In class, we had begun a discussion on gender stereotypes in society and psychology and how the two affect each other. My professor asked us why we thought that women and men were treated differently in society, and I knew it was my time to participate. I said something about the patriarchal society in which we live and how that affects how women are seen in most societal standards. That's not what bothered me, though. What bothered me was how I prefaced my statement - "This is gonna sound like such a feminist thing to say, and I'm sorry, but..."

Ever since I said it, I've been mentally kicking myself for doing so. I shouldn't be sorry for being a feminist or saying things that make me seem like one. I am a proud feminist, a firm believer in the equality of the sexes. And yet there I was, apologizing for not only having an opinion, but for the fact that it sounded like a feminist thing to say. That lead me to the question: Why am I apologizing for that statement?
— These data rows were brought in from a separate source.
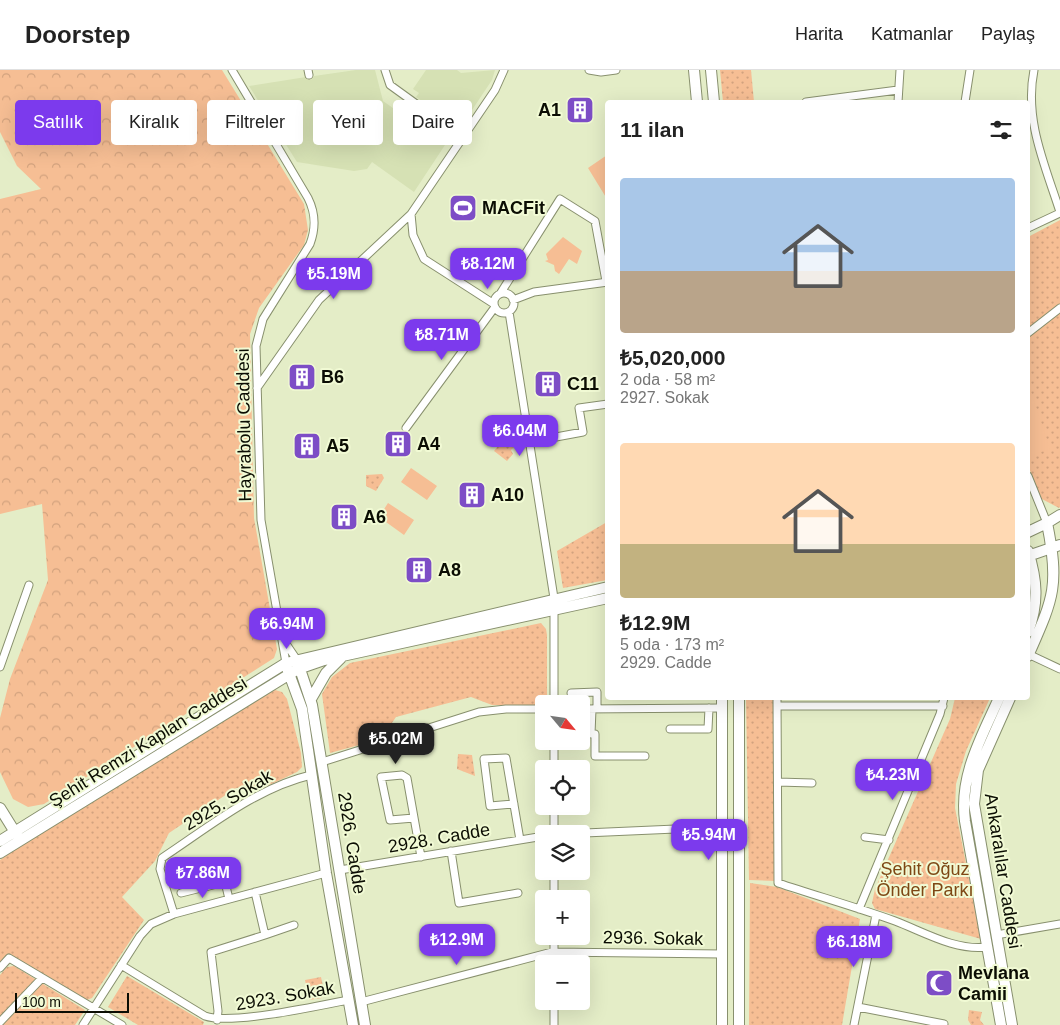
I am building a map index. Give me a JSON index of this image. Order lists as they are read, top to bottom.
{
  "streets": {
    "main road": ["Şehit Remzi Kaplan Caddesi", "2926. Cadde", "Ankaralılar Caddesi"],
    "street": [
      "Hayrabolu Caddesi",
      "2925. Sokak",
      "2928. Cadde",
      "2936. Sokak",
      "2923. Sokak"
    ]
  },
  "crossings": [
    ["Hayrabolu Caddesi", "Şehit Remzi Kaplan Caddesi"],
    ["Hayrabolu Caddesi", "2926. Cadde"],
    ["Şehit Remzi Kaplan Caddesi", "2926. Cadde"],
    ["2925. Sokak", "2926. Cadde"],
    ["2928. Cadde", "2926. Cadde"],
    ["2926. Cadde", "2936. Sokak"],
    ["2926. Cadde", "2923. Sokak"]
  ],
  "parks": ["Şehit Oğuz Önder Parkı"],
  "places": {
    "building": [
      "A1",
      "B6",
      "C11",
      "A4",
      "A5",
      "A10",
      "A6",
      "A8"
    ],
    "sports": ["MACFit"],
    "mosque": ["Mevlana Camii"]
  },
  "scale_bar": "100 m",
  "north": "bottom right",
  "page": {
    "header": "Doorstep",
    "nav": ["Harita", "Katmanlar", "Paylaş"],
    "chip": [
      "Satılık",
      "Kiralık",
      "Filtreler",
      "Yeni",
      "Daire"
    ],
    "heading": "11 ilan",
    "list": [
      {
        "name": "₺5,020,000",
        "note": "2 oda · 58 m² · 2927. Sokak"
      },
      {
        "name": "₺12.9M",
        "note": "5 oda · 173 m² · 2929. Cadde"
      }
    ],
    "price": [
      "₺8.12M",
      "₺5.19M",
      "₺8.71M",
      "₺6.04M",
      "₺6.94M",
      "₺5.02M",
      "₺4.23M",
      "₺5.94M",
      "₺7.86M",
      "₺12.9M",
      "₺6.18M"
    ],
    "map_buttons": ["+", "−"],
    "scale": "100 m"
  }
}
I realize that there are a few reasons that may have lead me to preface my statement with an apology. First of all, I do have an issue with possibly being wrong when speaking out in class. It stems from my fear of speaking to strangers, to begin with. Second of all, the feminist movement has been looked down upon by so many people, that maybe I felt the need to apologize for even thinking of saying anything that sounded feminist in any way. I didn't want to be looked down upon or judged, so I apologized before I even finished my statement.

Therein lies the issue. People with feminist ideals or ideas that coincide with feminism in any way are looked down upon for even having these ideas, nonetheless speaking them aloud in some aspects of our society. But why is that? Why is it that we can have people who look down upon feminism and the deep rooted belief that all genders should be equal and that be completely okay but the second we have someone who has any sort of feminist ideals, they get judged? Is it the patriarchal society I mentioned in my answer in class? I'm not one thousand percent sure. I do know, however, that it doesn't help.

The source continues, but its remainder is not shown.